To answer the above question, people who have no background in Economics or Finance will just ignore the difference in the time periods of costs. So the analysis becomes simple, it is a matter of comparing the cost items. The resulting comparison while theoretically is wrong is practical especially under three (3) conditions:
1. The time period involved is too short, say 2 years;
2. The amount is too small, say a few hundred pesos; and
3. The interest rate is too low, say less than 1%.
Whoa! interest rate? What has interest rate got to do with comparing costs? Well, interest rate is the cost differences between the two periods. Say if you got P1.00 now and you place it in a bank for 2 years and your deposit registered P1.20, the P1.00 now can be said to be equal to P1.20 after two years.
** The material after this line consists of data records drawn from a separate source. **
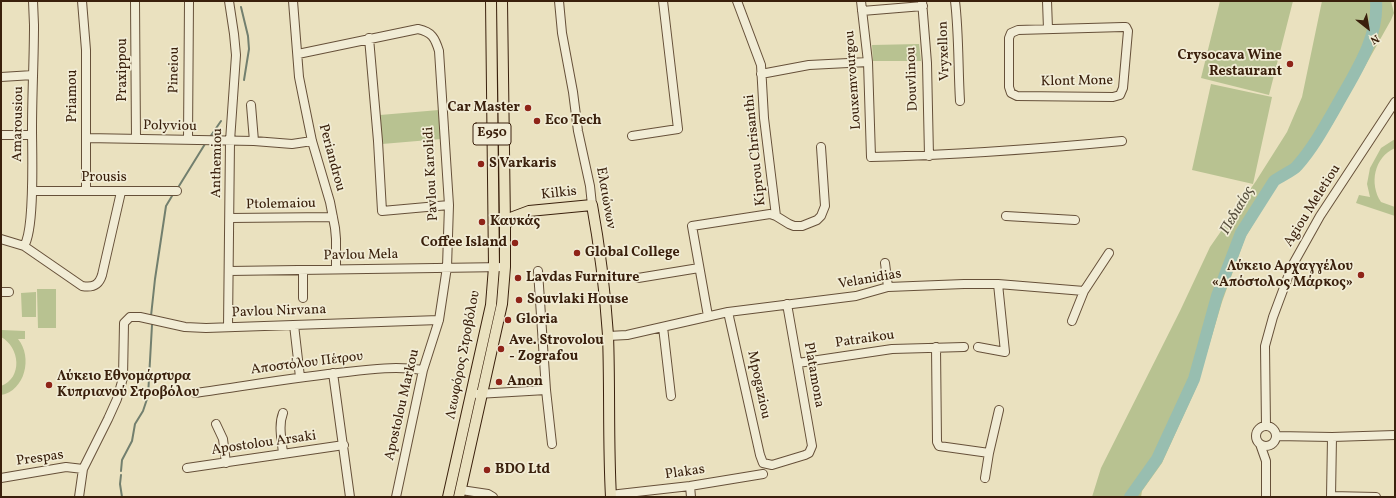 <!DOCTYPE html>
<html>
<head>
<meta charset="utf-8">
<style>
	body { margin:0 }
	#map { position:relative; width:1396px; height:498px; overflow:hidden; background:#eae1bf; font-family:Vollkorn,serif }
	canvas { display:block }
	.frame { position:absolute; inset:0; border:2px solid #3a200c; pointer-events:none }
	.north { position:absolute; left:1348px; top:8px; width:40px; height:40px; -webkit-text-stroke:3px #f1ecd5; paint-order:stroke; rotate:149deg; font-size:11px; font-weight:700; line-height:16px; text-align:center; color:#3a200c }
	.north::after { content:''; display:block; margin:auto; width:14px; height:18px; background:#3a200c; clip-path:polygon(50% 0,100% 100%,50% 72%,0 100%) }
</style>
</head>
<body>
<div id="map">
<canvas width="1396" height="498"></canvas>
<div class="frame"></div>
<div class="north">N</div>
</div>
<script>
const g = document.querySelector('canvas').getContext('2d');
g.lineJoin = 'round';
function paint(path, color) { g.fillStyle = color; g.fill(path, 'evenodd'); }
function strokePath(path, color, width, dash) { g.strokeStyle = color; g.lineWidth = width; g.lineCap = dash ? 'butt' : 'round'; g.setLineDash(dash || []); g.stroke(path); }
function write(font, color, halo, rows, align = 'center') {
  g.font = font + ' Vollkorn,serif'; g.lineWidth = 3.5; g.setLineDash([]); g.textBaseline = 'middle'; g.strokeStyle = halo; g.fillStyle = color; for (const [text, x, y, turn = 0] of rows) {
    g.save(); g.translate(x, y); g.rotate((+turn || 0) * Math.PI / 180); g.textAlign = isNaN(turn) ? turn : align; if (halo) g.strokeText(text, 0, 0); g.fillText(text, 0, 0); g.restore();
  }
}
paint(new Path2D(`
	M1220,1H1293L1269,95L1201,78Z
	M1322,1H1391L1394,13L1391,20L1332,125L1299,172L1277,184L1245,238L1222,302L1197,386L1162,463L1142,491L1141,497H1092L1101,468L1180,311L1210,247L1256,181L1287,132L1302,97Z
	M919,44L921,61H873L872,45Z
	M1211,84L1272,97L1253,184L1192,170Z
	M439,110L441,139L382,144L380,115Z
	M1395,139V148C1374,157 1369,184 1381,202L1395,207V216L1356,203L1359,195L1370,197L1367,184L1370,168L1381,148Z
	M37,289H56V328H38Z
	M36,292V317H22L21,293Z
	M1,330L25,331V339H18C33,357 25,391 1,395V386C23,378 20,347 1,337Z`), '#b8c291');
strokePath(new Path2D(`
	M241,7L248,36L249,49L244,80
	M210,137L221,121
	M179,186L205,144
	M151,316L155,279L166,206L172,196
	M121,471L122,460L132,441L135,424L143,411L148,396L152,325
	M121,475L120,484L122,497`), '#727f6e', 2);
strokePath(new Path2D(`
	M1130,497L1157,459L1194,379L1217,296L1241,233L1274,181C1280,176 1293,171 1297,166C1313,148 1325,126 1337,105C1354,74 1379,38 1376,1`), '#98beb0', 12);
const minor = new Path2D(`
	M82,1L86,50V191
	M135,1L136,139
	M293,1L299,77L303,97L312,141L330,202L335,228L336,239V269
	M559,1L562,33L573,92L578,131L590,186L592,205
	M861,1L868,62L871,157C955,155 1039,149 1122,141
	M922,1L927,63L929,156
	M955,1C959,34 958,68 960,101
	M1047,1L1048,29
	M862,11L923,6
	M1123,27H1126L1128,31L1123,88L1120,95L1113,97L1017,96L1011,93L1009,87V38L1011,33L1018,30Z
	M369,38L378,141L382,211L449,205
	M298,54L418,29C432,32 435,38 439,51L449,205L447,267L439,320L423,370L396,497
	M761,74L809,65L868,62
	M1,77L33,75
	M251,105L254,141
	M1,135H32
	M632,136L678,129L663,1
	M86,138L254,141L292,144L312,141
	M188,139L189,1
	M32,191H177
	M776,216L789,224L794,226H802L817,220L821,216L825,206L821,147
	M1006,216L1075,220
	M230,218L333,217
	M1,239L24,246L82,286C93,288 99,285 102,275L121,192
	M24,246C35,230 32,152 32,129C32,94 34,59 34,25L33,1
	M885,263L888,287
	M229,271L505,267
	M538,271L546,390L552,444
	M638,278L699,268
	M1,292H9
	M303,298V271
	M728,312L760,455L763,463L772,465L805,455L809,453L812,446L787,304
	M708,316L692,226L770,214L776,216L764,118L761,65L737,1
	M1072,321L1084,291L1109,253
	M294,325L300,377
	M228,327L230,141L236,55L234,34L229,1
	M663,327L671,396
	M608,336L627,335L728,312L856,296L888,287L964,284H998L1084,291
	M936,347L937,442L939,446L989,453
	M978,347L1005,352L998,284
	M798,363L892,349L964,347
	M333,373L350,497
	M195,393C246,386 296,377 347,372C372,369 397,366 423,370
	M477,394L546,390
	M283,413C278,426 282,440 283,454
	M216,424L223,439L226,463
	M1256 436a10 10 0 1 1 20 0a10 10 0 1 1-20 0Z
	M1266,426L1265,346L1273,317L1292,266L1320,216L1395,102
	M1276,436L1332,437L1395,435
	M1260,444L1266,461V497
	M187,468L344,445
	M1,478L66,467L83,469
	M985,478L989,453L999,410
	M690,486L691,497
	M461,490L488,494L493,497
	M610,495L690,486L763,474
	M1331,496L1376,497
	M79,497L83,469L108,419L117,399L123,378L124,323L130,317H140L185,327L206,328L439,320
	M1331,497L1332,437`);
const major = new Path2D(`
	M505,225L513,217L529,211L592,205C600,248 605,292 608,335C610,389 608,443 611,497
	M448,497L491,305L494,267L491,1
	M459,497L502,304L505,267V225L502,1`);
strokePath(minor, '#665039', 10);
strokePath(major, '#3a200c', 12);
strokePath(minor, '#f1ecd5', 8);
strokePath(major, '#eae1bf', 10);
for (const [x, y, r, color] of [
	[1290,64,4,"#8f2418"],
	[528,108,4,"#8f2418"],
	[537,121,4,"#8f2418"],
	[481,164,4,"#8f2418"],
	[482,222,4,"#8f2418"],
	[515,243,4,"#8f2418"],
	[577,253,4,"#8f2418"],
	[1361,275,4,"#8f2418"],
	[518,278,4,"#8f2418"],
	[519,300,4,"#8f2418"],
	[508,320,4,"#8f2418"],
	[501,349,4,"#8f2418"],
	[499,382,4,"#8f2418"],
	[49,385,4,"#8f2418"],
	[487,470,4,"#8f2418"]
]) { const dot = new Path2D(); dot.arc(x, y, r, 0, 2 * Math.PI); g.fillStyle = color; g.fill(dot); strokePath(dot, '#f1ecd5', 1.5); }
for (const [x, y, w] of [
	[492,134,38]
]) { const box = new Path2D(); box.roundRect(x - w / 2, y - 11, w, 22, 3); g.fillStyle = '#f1ecd5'; g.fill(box); strokePath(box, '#3a200c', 1); }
write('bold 13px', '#3a200c', null, [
	["E950",492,134]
]);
write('14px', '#3a200c', '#f1ecd5', [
	["Vryxellon",945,51,-92],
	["Praxippou",123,70,-90],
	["Pineiou",175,70,-89],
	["Douvlinou",913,79,-92],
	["Louxemvourgou",854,80,-94],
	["Klont Mone",1077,82,-1],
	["Priamou",73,96,-90],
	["Amarousiou",19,124,-89],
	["Polyviou",170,127,1],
	["Kiprou Chrisanthi",756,150,-96],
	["Periandrou",331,158,75],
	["Anthemiou",218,163,-89],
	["Pavlou Karolidi",432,174,-93],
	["Prousis",104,178],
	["Kilkis",559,194,-6],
	["Ελαιώνων",605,198,80],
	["Ptolemaiou",281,205,-1],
	["Agiou Meletiou",1313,206,-58],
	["Pavlou Mela",361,256,-1],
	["Velanidias",870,280,-10],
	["Pavlou Nirvana",279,312,-2],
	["Patraikou",865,340,-8],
	["Λεωφόρος Στροβόλου",464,355,-79],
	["Αποστόλου Πέτρου",307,364,-7],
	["Platamona",813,375,80],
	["Mpogaziou",758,385,78],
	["Apostolou Markou",403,405,-77],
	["Apostolou Arsaki",264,444,-8],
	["Prespas",40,459,-8],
	["Plakas",685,473,-8]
]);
write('bold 14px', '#3a200c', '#f1ecd5', [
	["Crysocava Wine",1282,56,"right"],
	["Restaurant",1282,72,"right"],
	["Car Master",520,108,"right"],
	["Eco Tech",545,121],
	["S Varkaris",489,164],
	["Καυκάς",490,222],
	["Coffee Island",507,243,"right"],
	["Global College",585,253],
	["Λύκειο Αρχαγγέλου",1353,267,"right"],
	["«Απόστολος Μάρκος»",1353,283,"right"],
	["Lavdas Furniture",526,278],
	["Souvlaki House",527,300],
	["Gloria",516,320],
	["Ave. Strovolou",509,341],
	["- Zografou",509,357],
	["Λύκειο Εθνομάρτυρα",57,377],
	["Κυπριανού Στροβόλου",57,393],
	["Anon",507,382],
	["BDO Ltd",495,470]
], 'left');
write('italic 15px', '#564f3d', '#f1ecd5', [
	["Πεδιαίος",1238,211,-60]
]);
</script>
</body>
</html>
The differences between now and the future value is the interest rate earned or foregone. Economists refer to this as the "opportunity cost of capital".
In most investments situations, you will be faced with decisions involving costs at difference time periods. So it is best that you know how much is the interest rate. In the above example, the interest rate is 10% per year.
So when comparing costs at different time periods, know the interest rate. Use it as a gauge in deciding which costs are higher or lower. In investment decision-making, if the yield from an investment is say 20% and the interest rate is 10%, then you gain by 10% if you decide to invest. Assuming all other things to be equal.
If however the investment yield is only 5%, and the interest rate is 10%, then the investment is not attractive since you will actually be losing 5% have you decided to put your money in the bank that yields 10%.
In short, faced with an investment decision problem, don't just compare costs without regard to its time period. You may lose money in the process. But if it does not involve much money, then perhaps, it is just practical to compare costs without regard to its time period.